Tale lettura dell’opera è una scelta del Teatro Regio di Parma che a partire dal 2018 si è impegnato esplicitamente e diffusamente in una campagna contro la violenza sulle donne. «L’occasione di questo allestimento di Carmen che inaugura la stagione lirica del 2022 – dice Anna Maria Meo, direttore generale del Regio – ci dà moltissimi nuovi spunti per riflettere su una tematica che è quella della libertà delle donne, che Carmen porta fino alle estreme conseguenze».

Gli interpreti accanto a Martina Belli sono Arturo Chacon Cruz (Don José), Marco Caria (Escamillo), Laura Giordano (Micaëla), Armando Gabba (Dancairo). Jordi Bernàcer dirige l’Orchestra dell’Emilia-Romagna “Arturo Toscanini”, la Banda dell’Orchestra Giovanile della Via Emilia, il Coro del Teatro Regio di Parma preparato da Martino Faggiani e il Coro di voci bianche del Teatro Regio di Parma preparato da Massimo Fiocchi Malaspina.
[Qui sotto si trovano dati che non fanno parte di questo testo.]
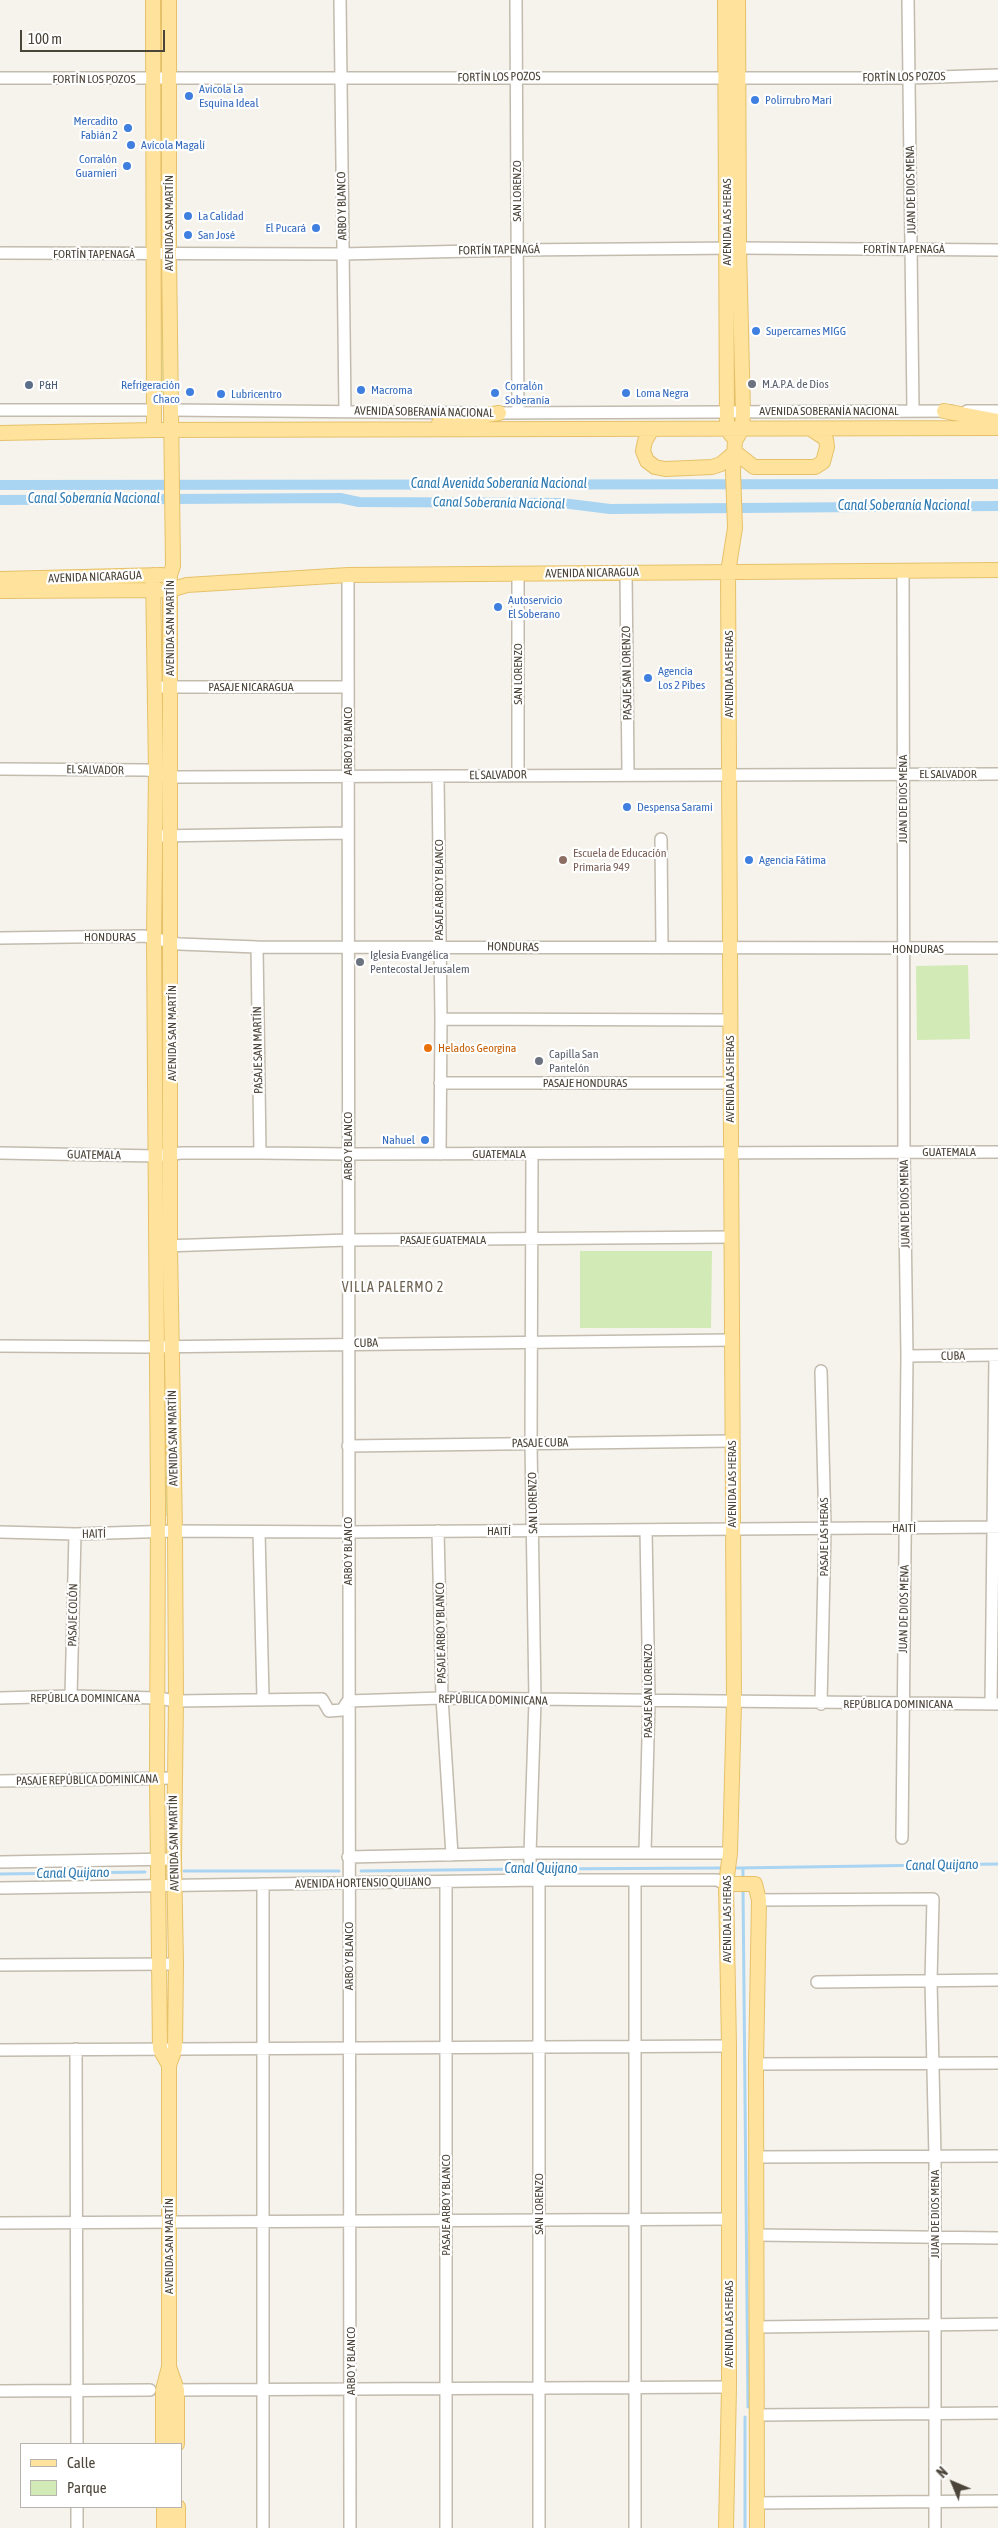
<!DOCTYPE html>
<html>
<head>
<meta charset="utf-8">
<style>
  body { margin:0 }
  #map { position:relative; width:998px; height:2528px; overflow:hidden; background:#f6f3ec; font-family:"Asap Condensed",sans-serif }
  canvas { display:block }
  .legend { position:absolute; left:20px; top:2443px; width:162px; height:65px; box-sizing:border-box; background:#fff; border:1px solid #b7b4b0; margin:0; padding:6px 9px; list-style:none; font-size:15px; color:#4b4439 }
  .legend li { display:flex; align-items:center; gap:10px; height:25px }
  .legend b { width:25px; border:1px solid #b7b4b0 }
  .north { position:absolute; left:928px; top:2458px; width:50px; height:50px; -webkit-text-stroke:4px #fff; paint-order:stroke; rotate:315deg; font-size:14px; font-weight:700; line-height:20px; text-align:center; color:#4b4439 }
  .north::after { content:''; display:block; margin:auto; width:18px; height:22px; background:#4b4439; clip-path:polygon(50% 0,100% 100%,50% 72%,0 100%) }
  .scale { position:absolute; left:20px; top:30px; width:145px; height:22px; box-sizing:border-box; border:2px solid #4b4439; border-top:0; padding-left:6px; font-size:15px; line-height:18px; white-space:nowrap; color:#4b4439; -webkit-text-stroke:4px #fff; paint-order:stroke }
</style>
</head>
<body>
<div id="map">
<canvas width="998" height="2528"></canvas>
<ul class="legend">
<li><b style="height:6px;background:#ffe39c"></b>Calle</li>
<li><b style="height:14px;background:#d2eab5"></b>Parque</li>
</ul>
<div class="north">N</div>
<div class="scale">100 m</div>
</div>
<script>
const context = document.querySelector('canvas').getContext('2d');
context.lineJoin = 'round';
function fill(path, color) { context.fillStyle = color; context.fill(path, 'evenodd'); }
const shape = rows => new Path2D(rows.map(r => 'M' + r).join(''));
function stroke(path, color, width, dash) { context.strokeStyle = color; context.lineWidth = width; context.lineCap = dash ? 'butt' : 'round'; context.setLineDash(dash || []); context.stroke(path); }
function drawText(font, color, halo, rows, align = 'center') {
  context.font = font + ' "Asap Condensed",sans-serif'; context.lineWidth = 4.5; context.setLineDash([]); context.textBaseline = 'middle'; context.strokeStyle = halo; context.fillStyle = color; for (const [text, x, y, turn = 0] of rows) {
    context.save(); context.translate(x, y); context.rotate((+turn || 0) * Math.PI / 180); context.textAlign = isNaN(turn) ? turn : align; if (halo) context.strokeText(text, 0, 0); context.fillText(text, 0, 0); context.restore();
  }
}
fill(shape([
  [159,93,165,93,166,239,160,239],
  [161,268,166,268,166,398,161,398],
  [968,965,970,1039,917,1040,916,966],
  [580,1251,712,1251,711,1328,580,1328],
  [162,1356,167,1359,168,1516,166,1516,163,1513]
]), '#d2eab5');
stroke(shape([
  [737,1868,998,1864],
  [743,1868,743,1881],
  [534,1869,721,1868],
  [184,1871,339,1871],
  [361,1871,527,1869],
  [0,1874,145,1872],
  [743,1888,748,2407],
  [745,2528,745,2417]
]), '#a9d4f2', 3);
stroke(shape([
  [0,485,998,484],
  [0,500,340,498,359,502,562,503,610,509,998,506]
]), '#a9d4f2', 10);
const minor = shape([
  [340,0,345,411],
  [516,0,518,413],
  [908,0,913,410],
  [0,78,909,78,998,75],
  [0,253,342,254,517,250,739,248,998,250],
  [0,410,154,410],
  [171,410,476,413],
  [967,411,998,411],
  [492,413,951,411],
  [626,572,628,774],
  [348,575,350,2528],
  [163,687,348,687],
  [0,769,146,770,156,771,170,777,181,777,998,774],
  [518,775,518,574],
  [438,777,441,1019,440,1154],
  [155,836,348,833],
  [661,839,662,948],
  [0,938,144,936,179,944,257,947,998,948],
  [257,947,260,1153],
  [441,1019,730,1020],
  [440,1083,730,1083],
  [0,1153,156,1156,181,1153,260,1153,348,1154,998,1152],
  [532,1154,531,1443,535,1701,530,1853,530,1874,539,1880,539,2528],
  [163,1246,348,1240,731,1237],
  [0,1346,145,1347,731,1340],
  [907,1356,998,1355],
  [348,1446,732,1441],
  [438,1531,442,1698,452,1855],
  [0,1532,75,1534,175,1531,348,1532,998,1527],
  [259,1532,263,1698],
  [71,1696,75,1534],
  [0,1698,71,1696,158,1698,176,1701,322,1699,329,1711,342,1710,348,1701,442,1698,998,1704],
  [821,1704,825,1528,821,1371],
  [991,1704,995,1355],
  [0,1781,174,1778],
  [902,1838,907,1356,904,1151,903,571],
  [645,1852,649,1701,646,1530],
  [348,1857,530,1853,730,1853],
  [0,1862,174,1859],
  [635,1880,635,2528],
  [446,1882,446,2528],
  [263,1884,263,2528],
  [0,1888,539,1880,717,1880,726,1884],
  [759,1900,933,1899,931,1981,935,2157,935,2528],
  [0,1965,176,1964],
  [817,1982,998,1980],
  [76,2049,77,2444],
  [0,2050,729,2046],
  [756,2064,998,2063],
  [757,2157,998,2156],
  [0,2223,729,2219],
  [756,2235,998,2238],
  [757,2327,998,2324],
  [170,2390,729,2387],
  [0,2391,150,2390],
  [757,2415,998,2413],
  [757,2503,998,2501],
  [77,2507,77,2528]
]);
const major = shape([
  [153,0,154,430],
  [725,0,727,429,732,436],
  [944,411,998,421],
  [439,423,499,413],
  [652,429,645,441,643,451,647,461,655,467,665,469,712,467,721,464,735,452,754,467,815,467,823,462,827,447,826,439,811,429],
  [0,433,154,430,998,428],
  [153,575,156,771,154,937,158,1504,157,1779,160,2049,169,2065],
  [0,579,162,575],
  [0,591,170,590,187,585,348,575,998,570],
  [726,1884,755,1884,759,1900,756,2064,757,2528],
  [169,2367,177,2390,177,2444],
  [163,2444,163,2390,169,2367,169,2065,175,2049,176,1964,174,1859,176,1701,175,1531,170,1246,170,575,173,566,169,255,169,0],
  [164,2507,164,2528],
  [178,2507,178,2528],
  [726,2528,729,2387,729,2046,726,1884,730,1853,734,1703,728,572,735,528,733,471,735,441,742,429,743,412,739,248,738,0]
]);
stroke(minor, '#c2bbae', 14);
stroke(major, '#e6c16a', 16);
stroke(minor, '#fff', 11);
stroke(major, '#ffe39c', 14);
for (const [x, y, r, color] of [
  [189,96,5,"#3f7fe0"],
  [755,100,5,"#3f7fe0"],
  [128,128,5,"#3f7fe0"],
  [131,145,5,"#3f7fe0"],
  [127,166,5,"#3f7fe0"],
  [188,216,5,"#3f7fe0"],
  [316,228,5,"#3f7fe0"],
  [188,235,5,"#3f7fe0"],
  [756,331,5,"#3f7fe0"],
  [752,384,5,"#6b7280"],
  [29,385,5,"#5c6f8a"],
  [361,390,5,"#3f7fe0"],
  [190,392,5,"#3f7fe0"],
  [495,393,5,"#3f7fe0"],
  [626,393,5,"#3f7fe0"],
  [221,394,5,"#3f7fe0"],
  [498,607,5,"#3f7fe0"],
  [648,678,5,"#3f7fe0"],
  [627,807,5,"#3f7fe0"],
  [563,860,5,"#8d6e63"],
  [749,860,5,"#3f7fe0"],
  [360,962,5,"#6b7280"],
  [428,1048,5,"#e8710a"],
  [539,1061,5,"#6b7280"],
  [425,1140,5,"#3f7fe0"]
]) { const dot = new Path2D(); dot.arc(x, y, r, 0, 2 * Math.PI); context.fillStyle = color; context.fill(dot); stroke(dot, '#fff', 2); }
drawText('12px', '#4b4439', '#fff', [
  ["FORTÍN LOS POZOS",499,77,-1],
  ["FORTÍN LOS POZOS",904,77,-1],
  ["FORTÍN LOS POZOS",94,79],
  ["JUAN DE DIOS MENA",911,190,-91],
  ["SAN LORENZO",517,191,-90],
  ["ARBO Y BLANCO",342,206,-91],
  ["AVENIDA LAS HERAS",727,222,-90],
  ["AVENIDA SAN MARTÍN",169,223,-90],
  ["FORTÍN TAPENAGÁ",904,249],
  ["FORTÍN TAPENAGÁ",499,250,-1],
  ["FORTÍN TAPENAGÁ",94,254],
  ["AVENIDA SOBERANÍA NACIONAL",829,411],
  ["AVENIDA SOBERANÍA NACIONAL",424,412,1],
  ["AVENIDA NICARAGUA",592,573,-1],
  ["AVENIDA NICARAGUA",95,577,-2],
  ["AVENIDA SAN MARTÍN",170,628,-90],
  ["PASAJE SAN LORENZO",627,673,-91],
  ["SAN LORENZO",518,674,-90],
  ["AVENIDA LAS HERAS",729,674,-90],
  ["PASAJE NICARAGUA",251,687],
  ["ARBO Y BLANCO",348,741,-90],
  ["EL SALVADOR",95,770,1],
  ["EL SALVADOR",948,774],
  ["EL SALVADOR",498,775,-1],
  ["JUAN DE DIOS MENA",903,799,-90],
  ["PASAJE ARBO Y BLANCO",439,890,-90],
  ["HONDURAS",110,937],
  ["HONDURAS",513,947,1],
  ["HONDURAS",918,949],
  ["AVENIDA SAN MARTÍN",172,1033,-90],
  ["PASAJE SAN MARTÍN",258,1050,-91],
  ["AVENIDA LAS HERAS",730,1079,-90],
  ["PASAJE HONDURAS",585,1083],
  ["ARBO Y BLANCO",348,1146,-90],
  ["GUATEMALA",949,1152],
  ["GUATEMALA",499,1154],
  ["GUATEMALA",94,1155,1],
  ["JUAN DE DIOS MENA",905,1204,-91],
  ["PASAJE GUATEMALA",443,1240],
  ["CUBA",366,1343,-1],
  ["CUBA",953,1356,-1],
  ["AVENIDA SAN MARTÍN",173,1438,-91],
  ["PASAJE CUBA",540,1443,-1],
  ["AVENIDA LAS HERAS",732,1484,-90],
  ["SAN LORENZO",533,1503,-91],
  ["HAITÍ",904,1528],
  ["HAITÍ",499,1531],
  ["HAITÍ",94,1534,-1],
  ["PASAJE LAS HERAS",824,1537,-90],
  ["ARBO Y BLANCO",348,1551,-90],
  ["JUAN DE DIOS MENA",904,1609,-89],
  ["PASAJE COLÓN",73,1615,-89],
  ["PASAJE ARBO Y BLANCO",441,1633,-91],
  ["PASAJE SAN LORENZO",648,1691,-90],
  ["REPÚBLICA DOMINICANA",85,1698],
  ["REPÚBLICA DOMINICANA",493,1700,1],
  ["REPÚBLICA DOMINICANA",898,1704],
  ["PASAJE REPÚBLICA DOMINICANA",87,1780,-1],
  ["AVENIDA SAN MARTÍN",174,1843,-91],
  ["AVENIDA HORTENSIO QUIJANO",363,1883,-1],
  ["AVENIDA LAS HERAS",727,1919,-90],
  ["ARBO Y BLANCO",349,1956,-90],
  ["SAN LORENZO",539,2204,-90],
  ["PASAJE ARBO Y BLANCO",446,2205,-90],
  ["JUAN DE DIOS MENA",935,2214,-90],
  ["AVENIDA SAN MARTÍN",169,2246,-90],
  ["AVENIDA LAS HERAS",729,2324,-90],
  ["ARBO Y BLANCO",351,2361,-90]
]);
drawText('12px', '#366cbe', '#fff', [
  ["Avícola La",199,89],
  ["Esquina Ideal",199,103],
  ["Polirrubro Mari",765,100],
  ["Mercadito",118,121,"right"],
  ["Fabián 2",118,135,"right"],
  ["Avícola Magalí",141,145],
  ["Corralón",117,159,"right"],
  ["Guarnieri",117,173,"right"],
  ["La Calidad",198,216],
  ["El Pucará",306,228,"right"],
  ["San José",198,235],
  ["Supercarnes MIGG",766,331],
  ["Refrigeración",180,385,"right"],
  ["Chaco",180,399,"right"],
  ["Corralón",505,386],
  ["Soberanía",505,400],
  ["Macroma",371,390],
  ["Loma Negra",636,393],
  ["Lubricentro",231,394],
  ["Autoservicio",508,600],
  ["El Soberano",508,614],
  ["Agencia",658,671],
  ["Los 2 Pibes",658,685],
  ["Despensa Sarami",637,807],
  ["Agencia Fátima",759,860],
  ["Nahuel",415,1140,"right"]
], 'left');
drawText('12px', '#5b616d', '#fff', [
  ["M.A.P.A. de Dios",762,384],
  ["Iglesia Evangélica",370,955],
  ["Pentecostal Jerusalem",370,969],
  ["Capilla San",549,1054],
  ["Pantelón",549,1068]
], 'left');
drawText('12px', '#4e5e75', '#fff', [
  ["P&H",39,385]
], 'left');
drawText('12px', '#785e54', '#fff', [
  ["Escuela de Educación",573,853],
  ["Primaria 949",573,867]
], 'left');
drawText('12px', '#c56008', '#fff', [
  ["Helados Georgina",438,1048]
], 'left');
drawText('italic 14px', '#2e7ab2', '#fff', [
  ["Canal Avenida Soberanía Nacional",499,484],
  ["Canal Soberanía Nacional",94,499],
  ["Canal Soberanía Nacional",499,503,1],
  ["Canal Soberanía Nacional",904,506],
  ["Canal Quijano",942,1865,-1],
  ["Canal Quijano",541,1869],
  ["Canal Quijano",73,1873,-1]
]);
context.letterSpacing = '1px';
drawText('14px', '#6e6250', '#fff', [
  ["VILLA PALERMO 2",393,1288]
]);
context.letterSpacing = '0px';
</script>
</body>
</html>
«Altra caratteristica di Carmen – continua inarrestabile Martina Belli – è la sincerità. Lei fa vedere quello che è, non mente. Non ti va bene? Vai dalla mamma come fa Don José! Nel suo essere vittima è talmente potente come figura femminile che disturba».

Prima di questo impegno Martina Belli ha interpretato a Ferrara un altro ruolo femminile simile a Carmen: la protagonista dell’unica opera di Astor Piazzolla, Maria de Buenos Aires. «Per affrontarla, dato che ho l’impostazione lirica e non ho mai cantato in altro modo, ho dovuto cambiare in quanto quella di Piazzolla è musica popolare. E ho scoperto una versatilità che non pensavo di avere... Comunque, ora Carmen e prima Maria: donne più potenti non mi vengono in mente».

Lo spettacolo, che tra l’altro presenta le coreografie di Michele Merola con la sua MM Company, ha debuttato con grande successo l’estate scorsa al Ravenna Festival poi è stato ripreso a Pisa, Chieti, Ferrara e in febbraio andrà al Teatro del Giglio di Lucca».